Ele não tinha muito poder, mas havia feito tudo o que podia com sua vida.
Ele arriscou sua vida para impedir a rebelião de Suyang, e não fugiu para proteger as pessoas inocentes.
Danjong…
Ele havia feito o seu melhor como rei.
Danjong sorriu suavemente e olhou para o céu.
— Não fiz bem?
Naquele momento, Kim Naegwan e Kangdol começaram a chorar sem saber.
Ouvindo os gritos das pessoas que o amavam, Danjong lentamente estendeu a mão para o remédio.
— Corta, ok!
Antes que a mão de Seo-jun tocasse a tigela do remédio, o diretor amigável gritou “corta”.
Ao ouvir aquele som, Seo-jun piscou os olhos e parou a mão no ar.
O assistente de direção correu e pegou o remédio como um gavião pegando sua presa.
— Hã, o que está acontecendo?
Seo-jun inclinou a cabeça enquanto olhava para a mesa vazia.
— Eu não deveria ter tomado o remédio?
— Não, você não precisa. O roteiro dizia isso, mas acho melhor parar por aqui.
— Não era bom para o público ficar muito imerso no filme.
— Especialmente se fosse morte.
O diretor sabia o equilíbrio certo.
Seo-jun pareceu desapontado com suas palavras.
— Mas aquilo estava delicioso…
Parecia preto e sem apetite, mas a coca-cola e o chocolate também.
Seo-jun decidiu perguntar mais tarde como fazer.
Enquanto isso, a equipe e os atores estavam enxugando suas lágrimas.

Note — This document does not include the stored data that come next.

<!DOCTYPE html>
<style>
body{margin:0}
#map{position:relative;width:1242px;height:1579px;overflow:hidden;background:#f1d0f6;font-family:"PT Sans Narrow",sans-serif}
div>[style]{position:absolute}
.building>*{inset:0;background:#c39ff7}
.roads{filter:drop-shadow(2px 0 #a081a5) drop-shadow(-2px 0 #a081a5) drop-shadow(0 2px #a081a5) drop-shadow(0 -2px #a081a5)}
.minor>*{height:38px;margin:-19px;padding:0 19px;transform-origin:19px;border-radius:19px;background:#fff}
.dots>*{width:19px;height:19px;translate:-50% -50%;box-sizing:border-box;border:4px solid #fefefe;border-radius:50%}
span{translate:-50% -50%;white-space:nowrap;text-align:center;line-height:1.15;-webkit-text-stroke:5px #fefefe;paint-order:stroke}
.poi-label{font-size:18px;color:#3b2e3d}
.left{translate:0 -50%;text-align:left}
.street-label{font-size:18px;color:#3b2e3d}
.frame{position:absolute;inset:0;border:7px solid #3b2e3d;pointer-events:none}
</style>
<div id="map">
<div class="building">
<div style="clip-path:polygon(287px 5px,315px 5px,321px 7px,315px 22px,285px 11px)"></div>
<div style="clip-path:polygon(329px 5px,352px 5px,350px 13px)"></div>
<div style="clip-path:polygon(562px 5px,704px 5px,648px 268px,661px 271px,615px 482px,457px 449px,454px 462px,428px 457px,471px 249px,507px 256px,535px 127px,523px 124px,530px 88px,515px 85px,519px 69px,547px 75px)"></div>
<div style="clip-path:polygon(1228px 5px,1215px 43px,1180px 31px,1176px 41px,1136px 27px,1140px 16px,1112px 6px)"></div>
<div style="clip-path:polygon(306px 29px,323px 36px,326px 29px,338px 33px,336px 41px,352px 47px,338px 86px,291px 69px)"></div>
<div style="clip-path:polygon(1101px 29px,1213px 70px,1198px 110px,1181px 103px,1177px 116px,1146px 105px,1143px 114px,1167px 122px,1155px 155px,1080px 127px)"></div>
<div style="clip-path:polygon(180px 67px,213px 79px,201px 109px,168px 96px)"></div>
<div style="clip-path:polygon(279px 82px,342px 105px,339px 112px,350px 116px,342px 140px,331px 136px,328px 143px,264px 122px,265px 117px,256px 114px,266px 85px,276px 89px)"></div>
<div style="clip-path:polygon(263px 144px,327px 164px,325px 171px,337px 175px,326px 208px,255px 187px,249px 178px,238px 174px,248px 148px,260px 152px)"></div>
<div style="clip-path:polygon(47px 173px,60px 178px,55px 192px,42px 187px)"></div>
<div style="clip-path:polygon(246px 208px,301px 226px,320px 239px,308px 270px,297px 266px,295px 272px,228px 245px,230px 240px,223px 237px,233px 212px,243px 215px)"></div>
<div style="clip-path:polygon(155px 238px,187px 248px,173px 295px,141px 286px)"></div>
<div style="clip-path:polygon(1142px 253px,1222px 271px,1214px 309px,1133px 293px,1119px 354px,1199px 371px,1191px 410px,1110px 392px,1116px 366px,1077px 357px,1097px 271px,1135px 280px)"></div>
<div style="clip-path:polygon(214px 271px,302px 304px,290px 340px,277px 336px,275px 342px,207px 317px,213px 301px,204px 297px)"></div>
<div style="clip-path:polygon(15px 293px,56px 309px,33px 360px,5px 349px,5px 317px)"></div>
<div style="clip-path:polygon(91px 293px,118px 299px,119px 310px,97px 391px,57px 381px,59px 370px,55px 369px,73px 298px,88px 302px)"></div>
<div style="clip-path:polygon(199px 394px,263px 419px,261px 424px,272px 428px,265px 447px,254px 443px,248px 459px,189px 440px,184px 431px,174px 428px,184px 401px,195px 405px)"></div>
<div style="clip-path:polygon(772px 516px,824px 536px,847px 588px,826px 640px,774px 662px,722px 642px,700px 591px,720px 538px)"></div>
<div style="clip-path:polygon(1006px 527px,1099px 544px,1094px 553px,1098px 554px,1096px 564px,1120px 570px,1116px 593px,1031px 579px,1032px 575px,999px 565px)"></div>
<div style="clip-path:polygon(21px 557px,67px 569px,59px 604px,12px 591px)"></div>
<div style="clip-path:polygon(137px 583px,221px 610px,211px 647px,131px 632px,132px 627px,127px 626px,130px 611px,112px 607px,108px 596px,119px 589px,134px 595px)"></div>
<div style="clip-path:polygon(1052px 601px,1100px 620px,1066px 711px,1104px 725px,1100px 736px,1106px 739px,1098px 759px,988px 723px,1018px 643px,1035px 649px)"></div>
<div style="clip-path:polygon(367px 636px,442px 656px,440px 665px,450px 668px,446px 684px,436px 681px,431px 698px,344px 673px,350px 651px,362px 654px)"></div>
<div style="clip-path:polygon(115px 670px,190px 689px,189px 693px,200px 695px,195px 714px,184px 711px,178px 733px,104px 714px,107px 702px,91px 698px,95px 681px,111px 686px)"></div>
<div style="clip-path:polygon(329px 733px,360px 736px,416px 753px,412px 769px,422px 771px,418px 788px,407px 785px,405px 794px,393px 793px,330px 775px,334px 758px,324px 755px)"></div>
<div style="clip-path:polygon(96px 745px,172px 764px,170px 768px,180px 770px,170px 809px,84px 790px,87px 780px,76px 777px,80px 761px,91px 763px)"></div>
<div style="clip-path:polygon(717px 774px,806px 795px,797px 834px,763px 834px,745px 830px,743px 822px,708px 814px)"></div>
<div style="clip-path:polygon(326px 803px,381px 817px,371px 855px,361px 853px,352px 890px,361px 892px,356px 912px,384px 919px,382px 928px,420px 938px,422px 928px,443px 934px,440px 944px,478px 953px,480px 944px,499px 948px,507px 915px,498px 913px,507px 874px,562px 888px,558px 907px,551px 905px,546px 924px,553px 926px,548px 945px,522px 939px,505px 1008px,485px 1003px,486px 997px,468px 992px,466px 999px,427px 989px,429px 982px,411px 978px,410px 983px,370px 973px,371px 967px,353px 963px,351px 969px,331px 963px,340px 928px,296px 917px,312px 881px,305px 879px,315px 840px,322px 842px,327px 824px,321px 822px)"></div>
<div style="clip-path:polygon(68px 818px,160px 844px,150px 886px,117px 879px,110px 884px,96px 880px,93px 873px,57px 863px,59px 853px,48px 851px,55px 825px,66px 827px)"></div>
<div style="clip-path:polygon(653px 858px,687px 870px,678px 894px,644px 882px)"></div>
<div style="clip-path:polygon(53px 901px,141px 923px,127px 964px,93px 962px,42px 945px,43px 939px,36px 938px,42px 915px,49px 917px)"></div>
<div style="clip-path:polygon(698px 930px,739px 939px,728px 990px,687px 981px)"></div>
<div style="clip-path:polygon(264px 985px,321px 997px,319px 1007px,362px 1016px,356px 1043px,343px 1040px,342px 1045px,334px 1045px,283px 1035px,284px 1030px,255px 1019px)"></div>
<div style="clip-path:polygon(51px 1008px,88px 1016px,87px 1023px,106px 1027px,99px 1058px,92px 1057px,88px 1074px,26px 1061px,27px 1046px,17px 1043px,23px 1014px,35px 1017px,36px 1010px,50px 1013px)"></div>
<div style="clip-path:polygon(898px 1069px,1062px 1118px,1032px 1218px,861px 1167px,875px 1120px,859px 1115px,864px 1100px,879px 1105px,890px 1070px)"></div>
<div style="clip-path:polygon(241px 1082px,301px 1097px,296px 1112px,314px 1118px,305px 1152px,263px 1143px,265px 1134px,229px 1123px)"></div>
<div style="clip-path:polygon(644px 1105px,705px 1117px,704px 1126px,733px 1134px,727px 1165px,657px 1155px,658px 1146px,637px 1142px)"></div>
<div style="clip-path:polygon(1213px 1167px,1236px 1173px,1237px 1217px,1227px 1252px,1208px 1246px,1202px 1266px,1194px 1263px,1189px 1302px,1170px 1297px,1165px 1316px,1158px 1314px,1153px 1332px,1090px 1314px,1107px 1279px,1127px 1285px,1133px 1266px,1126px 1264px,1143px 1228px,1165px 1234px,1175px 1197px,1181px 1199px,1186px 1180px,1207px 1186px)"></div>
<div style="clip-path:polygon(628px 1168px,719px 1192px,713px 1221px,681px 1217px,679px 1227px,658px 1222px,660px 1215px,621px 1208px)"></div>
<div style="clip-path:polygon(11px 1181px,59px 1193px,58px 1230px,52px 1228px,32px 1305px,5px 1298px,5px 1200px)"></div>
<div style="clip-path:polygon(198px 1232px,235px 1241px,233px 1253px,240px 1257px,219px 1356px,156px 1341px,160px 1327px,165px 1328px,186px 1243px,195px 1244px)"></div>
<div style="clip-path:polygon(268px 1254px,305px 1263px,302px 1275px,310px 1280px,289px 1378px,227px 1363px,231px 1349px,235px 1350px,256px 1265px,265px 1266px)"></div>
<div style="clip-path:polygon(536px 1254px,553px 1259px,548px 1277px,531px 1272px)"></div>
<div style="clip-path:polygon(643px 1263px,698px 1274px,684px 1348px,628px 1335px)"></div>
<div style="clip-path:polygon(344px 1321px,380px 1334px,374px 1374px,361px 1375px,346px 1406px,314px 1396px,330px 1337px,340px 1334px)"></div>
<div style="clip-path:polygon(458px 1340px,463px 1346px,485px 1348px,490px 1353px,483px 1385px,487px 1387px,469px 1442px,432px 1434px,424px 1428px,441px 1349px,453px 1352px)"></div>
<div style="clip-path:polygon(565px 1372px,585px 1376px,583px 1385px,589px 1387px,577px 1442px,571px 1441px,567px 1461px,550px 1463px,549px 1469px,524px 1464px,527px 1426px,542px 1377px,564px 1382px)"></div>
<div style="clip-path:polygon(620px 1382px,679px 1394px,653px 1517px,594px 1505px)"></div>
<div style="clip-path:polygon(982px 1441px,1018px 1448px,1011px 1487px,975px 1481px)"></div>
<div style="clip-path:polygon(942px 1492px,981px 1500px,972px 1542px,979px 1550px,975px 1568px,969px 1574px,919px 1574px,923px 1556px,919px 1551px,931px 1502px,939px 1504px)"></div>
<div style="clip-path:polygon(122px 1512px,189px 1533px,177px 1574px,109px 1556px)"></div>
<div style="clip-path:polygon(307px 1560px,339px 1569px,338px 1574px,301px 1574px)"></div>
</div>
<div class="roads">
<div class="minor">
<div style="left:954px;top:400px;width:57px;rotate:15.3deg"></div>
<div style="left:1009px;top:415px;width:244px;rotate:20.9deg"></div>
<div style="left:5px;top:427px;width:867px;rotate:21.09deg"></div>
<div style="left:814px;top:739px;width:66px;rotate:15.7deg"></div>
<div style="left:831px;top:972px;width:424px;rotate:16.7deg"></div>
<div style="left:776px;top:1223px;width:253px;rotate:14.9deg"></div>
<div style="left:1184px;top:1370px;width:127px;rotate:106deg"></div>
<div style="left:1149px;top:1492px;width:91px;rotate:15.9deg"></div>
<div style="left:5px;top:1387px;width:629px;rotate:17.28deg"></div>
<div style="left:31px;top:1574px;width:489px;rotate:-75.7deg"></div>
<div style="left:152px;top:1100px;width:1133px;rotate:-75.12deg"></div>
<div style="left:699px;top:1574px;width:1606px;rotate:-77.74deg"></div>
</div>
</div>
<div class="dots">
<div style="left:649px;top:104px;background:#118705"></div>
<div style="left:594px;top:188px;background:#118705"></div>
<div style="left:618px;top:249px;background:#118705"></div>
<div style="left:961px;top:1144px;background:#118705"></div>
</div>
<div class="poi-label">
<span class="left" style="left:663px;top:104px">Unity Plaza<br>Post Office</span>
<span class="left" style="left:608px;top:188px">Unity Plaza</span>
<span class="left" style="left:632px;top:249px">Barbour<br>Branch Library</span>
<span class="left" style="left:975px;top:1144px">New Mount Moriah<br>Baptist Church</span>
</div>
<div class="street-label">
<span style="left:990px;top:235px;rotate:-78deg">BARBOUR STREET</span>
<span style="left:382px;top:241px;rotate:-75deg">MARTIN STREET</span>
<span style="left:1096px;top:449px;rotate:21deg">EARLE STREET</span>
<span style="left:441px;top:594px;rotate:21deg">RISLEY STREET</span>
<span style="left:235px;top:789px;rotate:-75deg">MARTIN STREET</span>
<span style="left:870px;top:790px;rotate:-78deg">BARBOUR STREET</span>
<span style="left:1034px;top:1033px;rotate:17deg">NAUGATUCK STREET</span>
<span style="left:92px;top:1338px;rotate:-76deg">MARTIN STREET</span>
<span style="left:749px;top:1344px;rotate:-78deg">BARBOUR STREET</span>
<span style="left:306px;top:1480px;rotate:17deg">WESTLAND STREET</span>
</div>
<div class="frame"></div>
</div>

— Se ele tivesse tomado o remédio, nós teríamos chorado rios de lágrimas.
— Assistente de direção. Ótimo!
— Aquele garoto tomando veneno…
— Eu ouvi dizer que ele foi estrangulado por um servo.
— O quê?!
Todos ficaram surpresos com as palavras da equipe.
— Existem muitas histórias sobre a morte de Danjong. Existem teorias de veneno, teorias de suicídio, teorias de assassinato.
— Que pena.
Park Wonyul enxugou as lágrimas com um lenço.
Lee Jiseok também fungou o nariz.
— Dizem que você chora mais quando fica velho.
— Todo mundo está chorando. Do que você está falando? É por causa da atuação do Seo-jun,
— É. Ele expressou raiva, ressentimento, dúvida, tudo com apenas o rosto. Ele é realmente um ator incrível.
— Certo?
Lee Jiseok sorriu como se também tivesse sido elogiado.
Seo-jun se juntou à conversa deles.
Ele tinha uma garrafa térmica na mão.
Ele havia pedido à equipe a receita do veneno falso e recebeu uma garrafa térmica inteira de chá de limão de Anh Da Ho, que tinha o nariz vermelho.
— Bem, chá de limão também é bom.
— Professor. Você quer um pouco de chá de limão?
— Claro. Parece bom.
— E eu?
— Espere um pouco.
Seo-jun entregou a ele uma xícara de chá de limão e sentou-se ao lado deles, tomando seu chá de limão.
Park Wonyul sorriu e disse:
— Essa é a última filmagem?
— Sim. Se não houver filmagens adicionais, esta é a última.
— Então vamos dar o nosso melhor até o fim.
E assim, a filmagem em Yeongwol, o local de exílio de Danjong, chegou ao fim.